MANUALLY OPERATED PUMP

Abstract

A manually operated pump (1), comprising a cup-shaped body (2) inside which a piston (3)—coupled with a hollow stem (4) for the movement thereof within the cup-shaped body (2)—sealingly slides, the pump being equipped with a base (5) which seals the cup-shaped body (2) and which is endowed with a hole (11) for the stem (4), the said stem (4) and the base (5) being torsionally coupled, at least part of the cup-shaped body (2) and of the piston (3) delimiting a compression chamber (6) coupled with at least one suction valve element (8) and with a delivery valve element (9), the said delivery valve element (9) being in communication with a cavity in the stem (4), a dispensing button (10) being sealingly fitted on the stem (4), the said button (10) and the stem (4) being mutually constrained so that the button rotates, in a limited manner, around an axis (A) of the stem (4) between a first dispensing position and a second closed position, in which at least one tooth (D) of the button abuts a surface (13) of a ring nut (12) so as to prevent a stem (4) stroke; the ring nut (12) can be coupled torsionally to the base (5) or to the cup-shaped body (2) in at least two alternative assembly positions, such that, if the ring nut (12) is in its first assembly position and the button (10) is in the dispensing position, a first groove (S1) of the ring nut faces the tooth (D) which can slide in it up to a first end-stroke (F1), allowing a first stroke of the stem (4) and which, if the ring nut (12) is in its second assembly position and the button (10) is in the dispensing position, a second groove (S2) of the ring faces the tooth (D) which can slide in it up to a second end-stroke (F2), allowing a second stroke of the stem (4) different from the first stroke of the stem, so that, during the assembly of the pump, the positioning of the ring nut (12) in the first or second assembly position (2) determine a first or second dispensing volume of the pump.

Description

BACKGROUND OF THE INVENTION

Field of the Invention: The present invention relates to a manually operated pump.

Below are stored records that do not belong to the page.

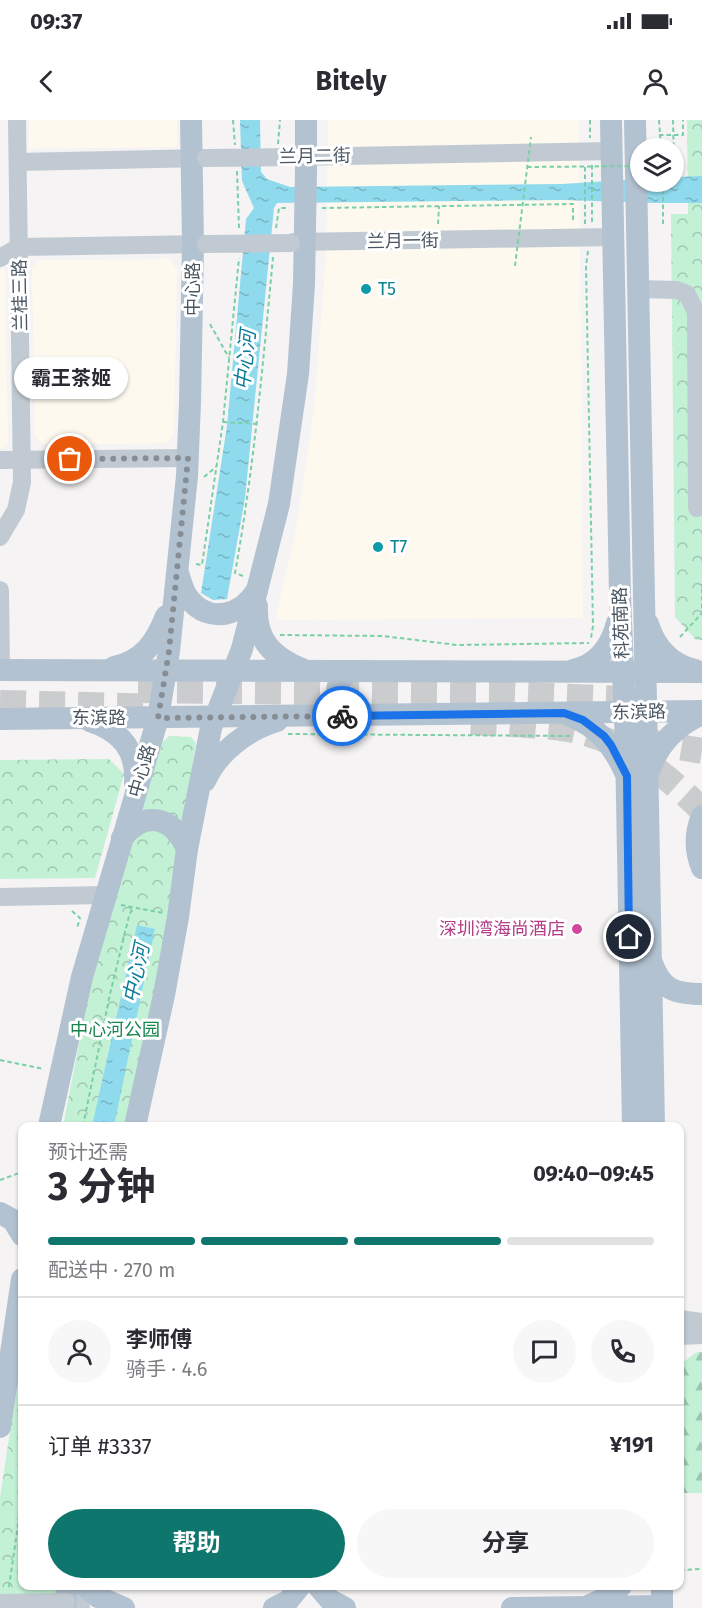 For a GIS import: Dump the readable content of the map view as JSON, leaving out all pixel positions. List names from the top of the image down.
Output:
{
  "streets": {
    "main road": ["中心路", "科苑南路", "东滨路"],
    "street": ["兰月二街", "兰月一街", "兰桂三路"]
  },
  "crossings": [
    ["兰月二街", "中心路"],
    ["兰月二街", "兰桂三路"],
    ["兰月二街", "科苑南路"],
    ["兰月一街", "中心路"],
    ["兰月一街", "兰桂三路"],
    ["兰月一街", "科苑南路"],
    ["中心路", "东滨路"],
    ["科苑南路", "东滨路"]
  ],
  "water": ["中心河"],
  "parks": ["中心河公园"],
  "places": [
    "T5",
    "霸王茶姬",
    "T7",
    "深圳湾海尚酒店"
  ],
  "page": {
    "status": "09:37",
    "header": "Bitely",
    "bubble": "霸王茶姬",
    "heading": ["3 分钟", "预计还需", "09:40–09:45"],
    "panel": [
      "李师傅",
      "骑手 · 4.6",
      "订单 #3337",
      "¥191"
    ],
    "bar": "配送中 · 270 m",
    "buttons": ["帮助", "分享"]
  }
}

Description of Related Art: As is known, manually operated pumps-for example for dispensing perfumes, creams, etc.—dispense a predetermined volumetric amount of product each time they are operated.

The volumetric amount dispensed is a predefined design specification and is determined by the said pump design.

Therefore, if a predetermined volume is required, it is necessary to design a specific pump for that volume, with parts projected specifically for this purpose.

BRIEF SUMMARY OF THE INVENTION

The object of the present invention is to provide a manually operated pump which is improved with respect to the prior art.

A further object of the invention is to provide a manually operated pump wherein the dispensing volume can be selected during assembly, simply through the mutual positioning of certain parts.

This and other objects are achieved by means of a manually operated pump produced according to the technical teachings of the claims annexed hereto.

Advantageously, by mutually positioning other parts during pump assembly, an airless or vented configuration can be obtained.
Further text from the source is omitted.